Showing posts with label nerd. Show all posts
Showing posts with label nerd. Show all posts

Friday, March 18, 2011

Paul (***1/4)

What if all of our clichéd notions about aliens—elongated bodies, flying saucers, government cover-ups, anal probes—well, not anal probes—are all based in reality? That’s one premise of this genial comedy from Simon Pegg and Nick Frost, who were behind the parodies Shaun of the Dead and Hot Fuzz. The British duo wrote the film (with Greg Mottola directing) and star as nerdy pals vacationing in America, attending Comic-Con and hitting the road in an RV.
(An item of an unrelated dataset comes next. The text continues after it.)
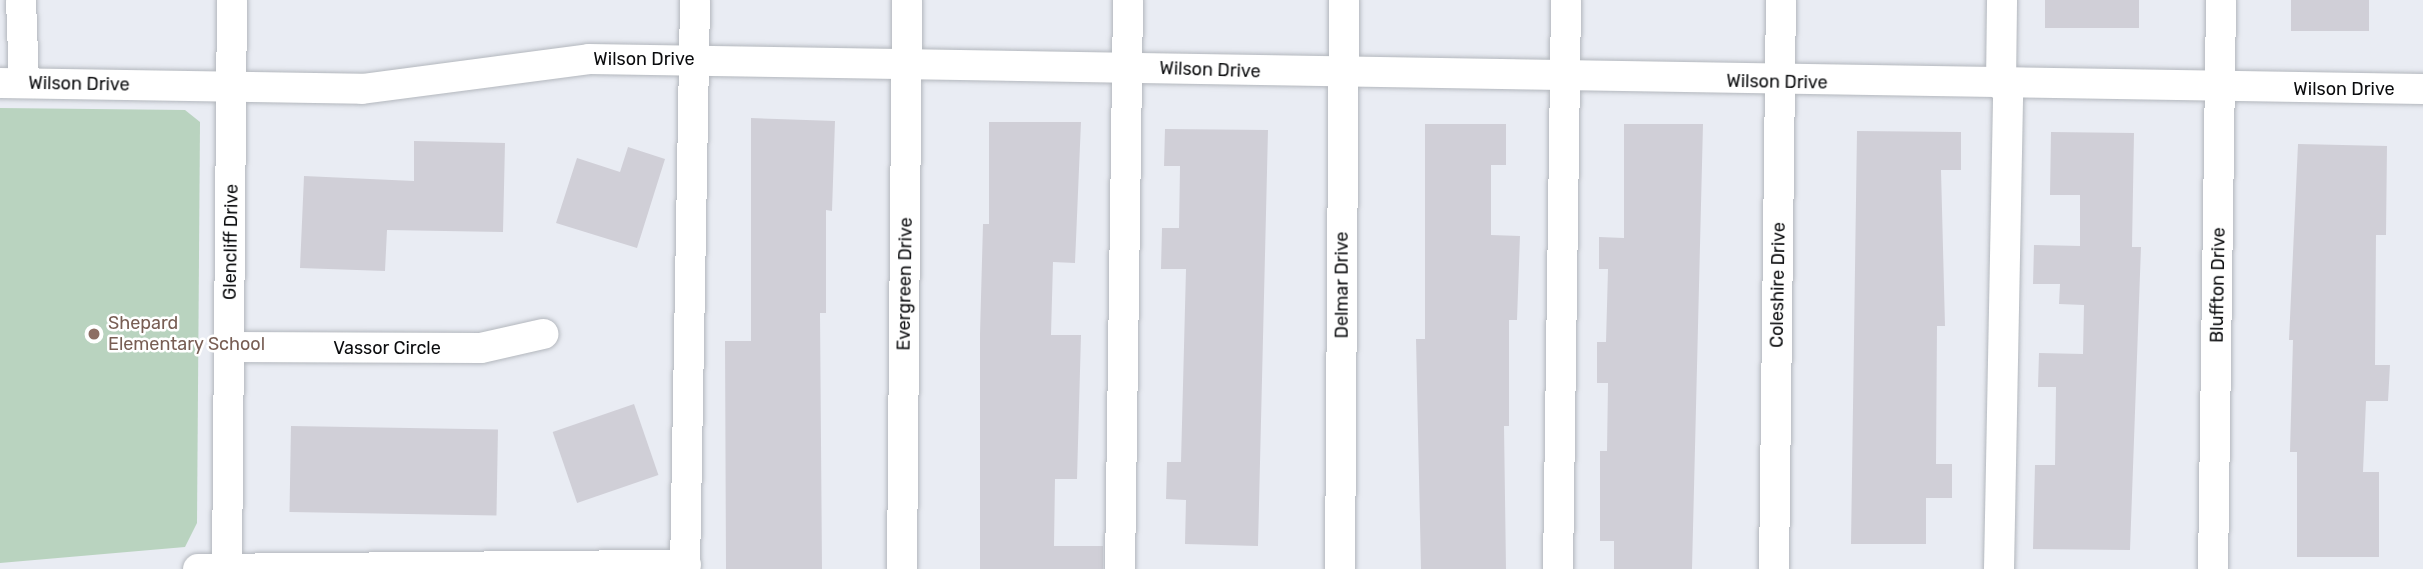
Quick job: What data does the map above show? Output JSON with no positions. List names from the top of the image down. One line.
{"streets":{"street":["Wilson Drive","Glencliff Drive","Evergreen Drive","Delmar Drive","Coleshire Drive","Bluffton Drive","Vassor Circle"]},"crossings":[["Wilson Drive","Glencliff Drive"],["Wilson Drive","Evergreen Drive"],["Wilson Drive","Delmar Drive"],["Wilson Drive","Coleshire Drive"],["Wilson Drive","Bluffton Drive"],["Glencliff Drive","Vassor Circle"]],"places":["Shepard Elementary School"]}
This doesn’t some much parody sci-fi films themselves as our notions of aliens, nerds, and possibly British people. The alien, Paul, with whom they have a close encounter seems a lot like a regular guy, or like Seth Rogen, anyway, who provides the voice. (He looks a lot like E.T., but there’s a reason for that.)

IMDB link

viewed 2/24/11 at Ritz East [PFS screening] and reviewed 3/22/11

Friday, April 3, 2009

The King of Ping Pong (***)

The title of this Swedish drama portends something a little jollier than a pudgy adolescent’s anxieties. And yet there’s also some lightness in this story about teenage Rille, the older—but more socially awkward—of two brothers. Rille craves the attention of the his intermittently attentive father, who seems to have more of an affinity to the popular Erik, despite, as it turns out, there being some question as to his paternity.
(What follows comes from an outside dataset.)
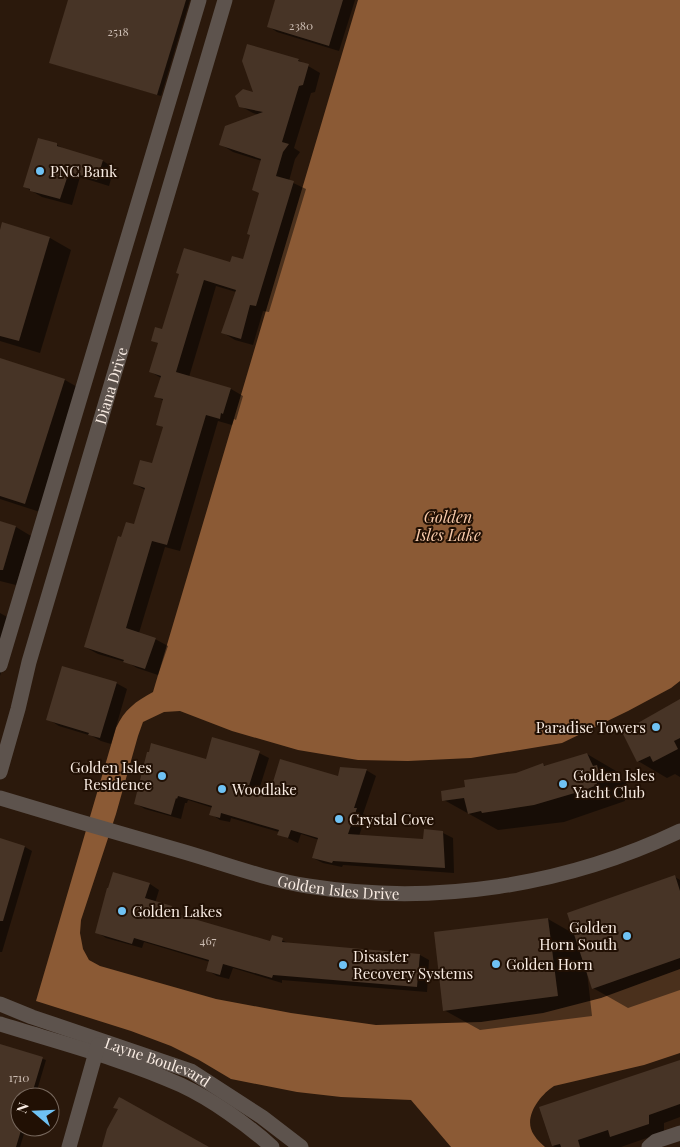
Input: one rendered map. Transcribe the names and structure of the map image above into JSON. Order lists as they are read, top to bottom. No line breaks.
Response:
{"streets":{"street":["Diana Drive","Golden Isles Drive","Layne Boulevard"]},"water":["Golden Isles Lake"],"places":["PNC Bank","Paradise Towers","Golden Isles Residence","Golden Isles Yacht Club","Woodlake","Crystal Cove","Golden Lakes","Golden Horn South","Golden Horn","Disaster Recovery Systems"],"house_numbers":["2380","2518","467","1710"],"north":"left"}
Only while playing ping pong does Rille feel a sense of competence and authority, but even that gets undermined as things develop. Cowriter-director Jens Jonsson goes for a certain quirkiness rather than emphasizing the pathos in Rille’s plight. The story meanders at first, but a well-drawn main character, good performances by the child actors (all first timers), and Jonsson’s strong use of the snowy countryside mostly make up for the deficiencies.

IMDB link

viewed at Ritz East (Philadelphia Film Festival) and reviewed 4/3/09

Friday, February 9, 2007

Norbit (*1/2)

? A meek man (Eddie Murphy) marries a bossy fat woman (Eddie Murphy) whose brothers are secretly scheming to buy the restaurant/orphanage where he grew up from its elderly Chinese owner (Eddie Murphy) and turn it into a “titty bar.” Thandie Newton plays the major character not played by Murphy, a skinny childhood sweetheart who reenters his life along with her new fiancée (Cuba Gooding Jr.).
+ The lengthy, silly prologue, set in the orphanage, sets you up for a series of lame pratfalls that, thankfully, never come. Norbit is actually a reasonably appealing character, although you wonder how he acquired the quasi-lisp Murphy’s given him, since it’s not apparent in the childhood scenes. He’s something like Forrest Gump if he were a little smarter and the movie he was in was a lot dumber. Murphy’s mimicry skills serve him well when he plays the racist yet kindly Mr. Wong, who provokes very occasional snickers.
- Who would have thought that Eddie Murphy would have looked at Martin Lawrence and gotten jealous of his fat suit? This will only be hilarious if you think Lawrence’s Big Momma movies needed more fat jokes. Momma, and Murphy’s rotund Nutty Professor, were essentially positive characters, but “Rasputia” is a pure villain, and the main figure of fun as well. Rasputia can’t fit behind the wheel of the car, Rasputia’s passionate lovemaking style breaks the bed until it’s reinforced with concrete, Rasputia’s rolls of fat hang so low you can’t see if her bikini has a bottom, etc. You’ll get the idea very quickly. Everything else is nearly worthy of a second-rate sitcom.
= *1/2 Not quite the worst movie to open in the first two months of 2007, but not funny by a long shot. Take the kids if you want them to learn to mock fat people, call women “bitches,” and think of pimps as someone to seek out as friends. Give me The Adventures of Pluto Nash (Murphy’s 2002 megaflop) any day. Seriously.